==== Material shown ====

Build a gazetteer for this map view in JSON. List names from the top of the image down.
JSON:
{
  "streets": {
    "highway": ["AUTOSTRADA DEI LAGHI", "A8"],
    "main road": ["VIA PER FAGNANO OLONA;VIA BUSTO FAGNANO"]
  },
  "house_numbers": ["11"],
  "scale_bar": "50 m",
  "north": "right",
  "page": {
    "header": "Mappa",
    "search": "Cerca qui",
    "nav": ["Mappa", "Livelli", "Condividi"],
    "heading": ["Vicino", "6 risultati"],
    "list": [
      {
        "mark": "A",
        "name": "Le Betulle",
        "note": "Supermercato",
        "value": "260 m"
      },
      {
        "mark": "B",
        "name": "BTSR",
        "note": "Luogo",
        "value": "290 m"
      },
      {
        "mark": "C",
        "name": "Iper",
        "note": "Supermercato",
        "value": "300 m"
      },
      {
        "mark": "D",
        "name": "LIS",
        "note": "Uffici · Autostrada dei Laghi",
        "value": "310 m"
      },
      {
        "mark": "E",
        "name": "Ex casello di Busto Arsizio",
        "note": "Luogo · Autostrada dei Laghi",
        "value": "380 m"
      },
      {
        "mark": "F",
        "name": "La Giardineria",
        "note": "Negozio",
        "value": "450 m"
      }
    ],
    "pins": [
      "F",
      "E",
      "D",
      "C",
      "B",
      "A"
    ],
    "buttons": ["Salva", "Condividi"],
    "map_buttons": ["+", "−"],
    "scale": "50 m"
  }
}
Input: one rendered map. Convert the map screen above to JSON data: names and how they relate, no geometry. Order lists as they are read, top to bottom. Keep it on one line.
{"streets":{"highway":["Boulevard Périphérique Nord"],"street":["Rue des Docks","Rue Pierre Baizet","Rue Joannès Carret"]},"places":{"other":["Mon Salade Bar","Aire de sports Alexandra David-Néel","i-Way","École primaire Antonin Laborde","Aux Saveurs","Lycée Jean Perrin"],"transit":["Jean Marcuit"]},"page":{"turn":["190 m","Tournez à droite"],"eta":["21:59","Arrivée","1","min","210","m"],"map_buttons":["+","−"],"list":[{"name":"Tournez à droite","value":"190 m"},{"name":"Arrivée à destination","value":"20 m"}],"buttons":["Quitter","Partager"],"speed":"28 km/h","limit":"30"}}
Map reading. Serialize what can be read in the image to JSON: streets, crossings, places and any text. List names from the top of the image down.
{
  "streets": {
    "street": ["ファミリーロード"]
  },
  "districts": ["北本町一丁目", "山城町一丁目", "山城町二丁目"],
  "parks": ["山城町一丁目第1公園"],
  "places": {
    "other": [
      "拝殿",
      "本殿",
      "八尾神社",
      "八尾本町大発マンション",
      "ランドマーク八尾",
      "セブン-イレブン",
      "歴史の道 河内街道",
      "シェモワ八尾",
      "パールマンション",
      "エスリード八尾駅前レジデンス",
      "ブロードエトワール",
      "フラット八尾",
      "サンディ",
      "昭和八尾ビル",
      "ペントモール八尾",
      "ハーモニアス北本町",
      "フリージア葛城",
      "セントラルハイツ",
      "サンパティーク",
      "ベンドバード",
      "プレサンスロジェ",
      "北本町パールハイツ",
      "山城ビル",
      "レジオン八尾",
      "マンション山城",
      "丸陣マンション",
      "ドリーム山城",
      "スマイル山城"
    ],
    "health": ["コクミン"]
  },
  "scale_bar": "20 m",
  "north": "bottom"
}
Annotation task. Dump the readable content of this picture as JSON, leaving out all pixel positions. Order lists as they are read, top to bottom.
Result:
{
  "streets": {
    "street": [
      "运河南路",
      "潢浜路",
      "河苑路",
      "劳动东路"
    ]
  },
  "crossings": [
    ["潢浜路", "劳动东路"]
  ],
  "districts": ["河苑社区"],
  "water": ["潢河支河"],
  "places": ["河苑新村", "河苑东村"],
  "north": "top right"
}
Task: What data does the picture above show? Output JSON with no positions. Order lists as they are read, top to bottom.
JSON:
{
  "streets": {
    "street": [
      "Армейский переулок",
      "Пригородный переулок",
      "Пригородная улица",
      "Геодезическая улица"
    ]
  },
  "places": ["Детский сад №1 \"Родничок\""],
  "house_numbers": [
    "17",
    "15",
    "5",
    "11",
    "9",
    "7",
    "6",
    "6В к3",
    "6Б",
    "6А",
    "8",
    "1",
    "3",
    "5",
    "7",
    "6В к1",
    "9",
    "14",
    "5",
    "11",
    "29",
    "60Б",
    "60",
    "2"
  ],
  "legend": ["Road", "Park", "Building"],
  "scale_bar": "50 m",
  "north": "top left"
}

====

### Goal of the exercise
When the material above has been read, copy all of it exactly.

### Answer section
Build a gazetteer for this map view in JSON. List names from the top of the image down.
JSON:
{
  "streets": {
    "highway": ["AUTOSTRADA DEI LAGHI", "A8"],
    "main road": ["VIA PER FAGNANO OLONA;VIA BUSTO FAGNANO"]
  },
  "house_numbers": ["11"],
  "scale_bar": "50 m",
  "north": "right",
  "page": {
    "header": "Mappa",
    "search": "Cerca qui",
    "nav": ["Mappa", "Livelli", "Condividi"],
    "heading": ["Vicino", "6 risultati"],
    "list": [
      {
        "mark": "A",
        "name": "Le Betulle",
        "note": "Supermercato",
        "value": "260 m"
      },
      {
        "mark": "B",
        "name": "BTSR",
        "note": "Luogo",
        "value": "290 m"
      },
      {
        "mark": "C",
        "name": "Iper",
        "note": "Supermercato",
        "value": "300 m"
      },
      {
        "mark": "D",
        "name": "LIS",
        "note": "Uffici · Autostrada dei Laghi",
        "value": "310 m"
      },
      {
        "mark": "E",
        "name": "Ex casello di Busto Arsizio",
        "note": "Luogo · Autostrada dei Laghi",
        "value": "380 m"
      },
      {
        "mark": "F",
        "name": "La Giardineria",
        "note": "Negozio",
        "value": "450 m"
      }
    ],
    "pins": [
      "F",
      "E",
      "D",
      "C",
      "B",
      "A"
    ],
    "buttons": ["Salva", "Condividi"],
    "map_buttons": ["+", "−"],
    "scale": "50 m"
  }
}
Input: one rendered map. Convert the map screen above to JSON data: names and how they relate, no geometry. Order lists as they are read, top to bottom. Keep it on one line.
{"streets":{"highway":["Boulevard Périphérique Nord"],"street":["Rue des Docks","Rue Pierre Baizet","Rue Joannès Carret"]},"places":{"other":["Mon Salade Bar","Aire de sports Alexandra David-Néel","i-Way","École primaire Antonin Laborde","Aux Saveurs","Lycée Jean Perrin"],"transit":["Jean Marcuit"]},"page":{"turn":["190 m","Tournez à droite"],"eta":["21:59","Arrivée","1","min","210","m"],"map_buttons":["+","−"],"list":[{"name":"Tournez à droite","value":"190 m"},{"name":"Arrivée à destination","value":"20 m"}],"buttons":["Quitter","Partager"],"speed":"28 km/h","limit":"30"}}
Map reading. Serialize what can be read in the image to JSON: streets, crossings, places and any text. List names from the top of the image down.
{
  "streets": {
    "street": ["ファミリーロード"]
  },
  "districts": ["北本町一丁目", "山城町一丁目", "山城町二丁目"],
  "parks": ["山城町一丁目第1公園"],
  "places": {
    "other": [
      "拝殿",
      "本殿",
      "八尾神社",
      "八尾本町大発マンション",
      "ランドマーク八尾",
      "セブン-イレブン",
      "歴史の道 河内街道",
      "シェモワ八尾",
      "パールマンション",
      "エスリード八尾駅前レジデンス",
      "ブロードエトワール",
      "フラット八尾",
      "サンディ",
      "昭和八尾ビル",
      "ペントモール八尾",
      "ハーモニアス北本町",
      "フリージア葛城",
      "セントラルハイツ",
      "サンパティーク",
      "ベンドバード",
      "プレサンスロジェ",
      "北本町パールハイツ",
      "山城ビル",
      "レジオン八尾",
      "マンション山城",
      "丸陣マンション",
      "ドリーム山城",
      "スマイル山城"
    ],
    "health": ["コクミン"]
  },
  "scale_bar": "20 m",
  "north": "bottom"
}
Annotation task. Dump the readable content of this picture as JSON, leaving out all pixel positions. Order lists as they are read, top to bottom.
Result:
{
  "streets": {
    "street": [
      "运河南路",
      "潢浜路",
      "河苑路",
      "劳动东路"
    ]
  },
  "crossings": [
    ["潢浜路", "劳动东路"]
  ],
  "districts": ["河苑社区"],
  "water": ["潢河支河"],
  "places": ["河苑新村", "河苑东村"],
  "north": "top right"
}
Task: What data does the picture above show? Output JSON with no positions. Order lists as they are read, top to bottom.
JSON:
{
  "streets": {
    "street": [
      "Армейский переулок",
      "Пригородный переулок",
      "Пригородная улица",
      "Геодезическая улица"
    ]
  },
  "places": ["Детский сад №1 \"Родничок\""],
  "house_numbers": [
    "17",
    "15",
    "5",
    "11",
    "9",
    "7",
    "6",
    "6В к3",
    "6Б",
    "6А",
    "8",
    "1",
    "3",
    "5",
    "7",
    "6В к1",
    "9",
    "14",
    "5",
    "11",
    "29",
    "60Б",
    "60",
    "2"
  ],
  "legend": ["Road", "Park", "Building"],
  "scale_bar": "50 m",
  "north": "top left"
}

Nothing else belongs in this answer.